Menghargai Orang Lain
    Menarik untuk di ungkap antara pendidikan di negara kita dengan negara luar, salah satunya karakter menghargai beda pendapat. Suatu saat putra teman mendapatkan tugas untuk membawa buku yang di sayangi, buku yang selalu dibaca setiap saat dan setiap waktu. Situasi masih begitu sensitif dengan isu terorisme sang anak tanpa memberitahukan orang tua dan sesuai dengan tugasnya putra teman saya membawa kitab suci Al Qur'an.
    Setiba di sekolah semua siswa menampakkan buku yang di sayangi, ada yang membawa ensiklopedi, novel, dan sebagainya. Tiba giliran putra teman membawa kitab suci, karena tidak terbiasa melihat kitab suci dan memang tidak pernah mengenal bagaimana bentuk kitab suci umat Islam siswa menjadi heran, ditengah keheranan siswa sekolah dasar tersebut karakter guru bijak di butuhkan, guru tidak memarahi dan tidak menyalahkan apa yang di bawa siswa muslim di kelas tersebut bahkan guru menjadi nara sumber apa itu Al Qur'an untuk menutup rasa penasaran, guru pun mempersilahkan membaca Al Qur'an di hadapan teman-teman sekelas.
    Suatu saat pula, ada seorang siswa di sekolah membawa sebuah biji-bijian salah satu buah yang jatuh.
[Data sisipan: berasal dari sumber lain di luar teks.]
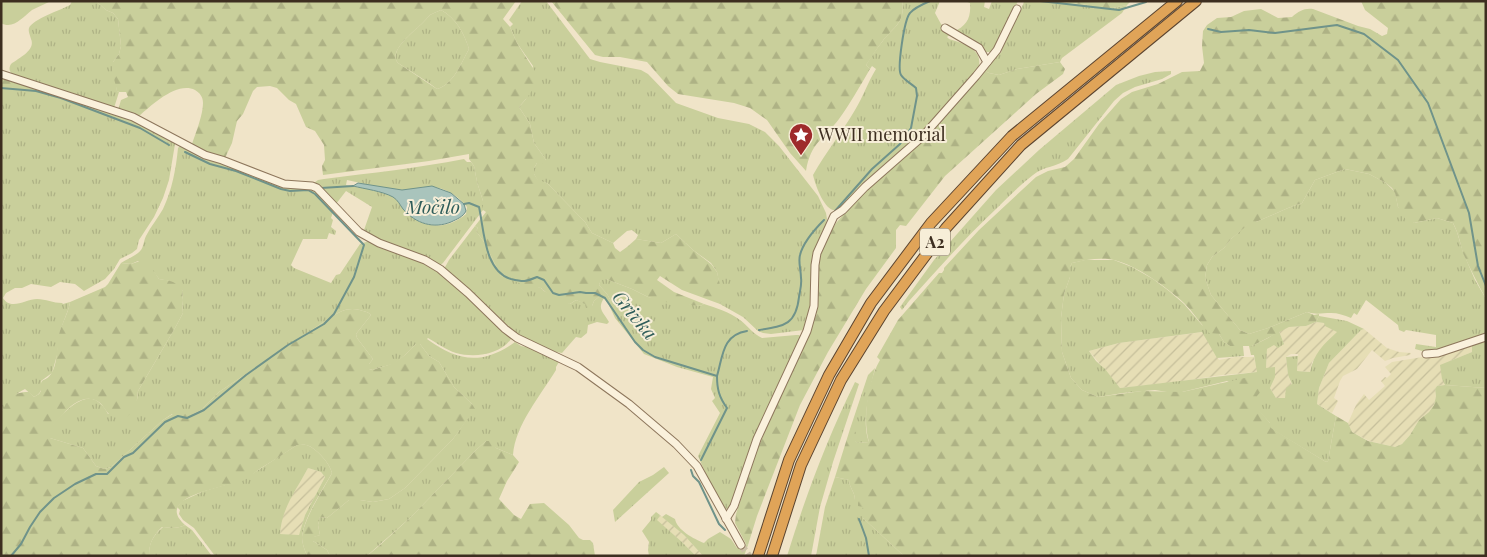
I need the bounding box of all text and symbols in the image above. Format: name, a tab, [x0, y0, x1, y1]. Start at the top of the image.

Saat di kelas seorang murid membuat mainan biji tersebut di dalam kelas, di dapati sang murid membawa biji-bijian guru pun tidak marah bahkan menanyakan dari mana asal biji tersebut di temukan. Selanjutnya guru menerangkan bagaimana sebuah biji tera kita? Akankah kita marah kepada siswa? Saya yakin kita akan memarahi siswa tersebut karena dianggap menngganggu jam pelajaran yang berlangsung.
    Maaf, barangkali terlalu sensitif di bahas ketika kita sebagai guru harus dapat menghargai orang lain. Kalau kita dapat menghargai orang lain pada siswa sekali pun kejadian saling menyalahkan antara guru, siswa atau pun orang tua tidak akan terjadi. Intinya kita dapat memenejemen kelas menjadi kelas yang demokratis mestinya tidak akan membawa masalah. Bisa saja siswa tertidur di kelas, sibuk sendiri di kelas, mungkin ketika berangkat ada sesuatu penyebabnya hingga masalah tersebut terbawa sampai ke sekolah. Emosi tidak stabil dapat menyulut rasa yang seharusnya bisa menghargai orang lain ternyata tidak dapat menghargai orang lain.
    Pelajaran yang dapat kita petik dari cerita seorang teman tentang pendidikan putranya di negeri luar merupakan sedikit sumbangan bagaimana posisi kita sebagai seorang guru, bisa saja kita memodifikasi mengajar kita dengan lebih ringan, bersahabat, dan toleran.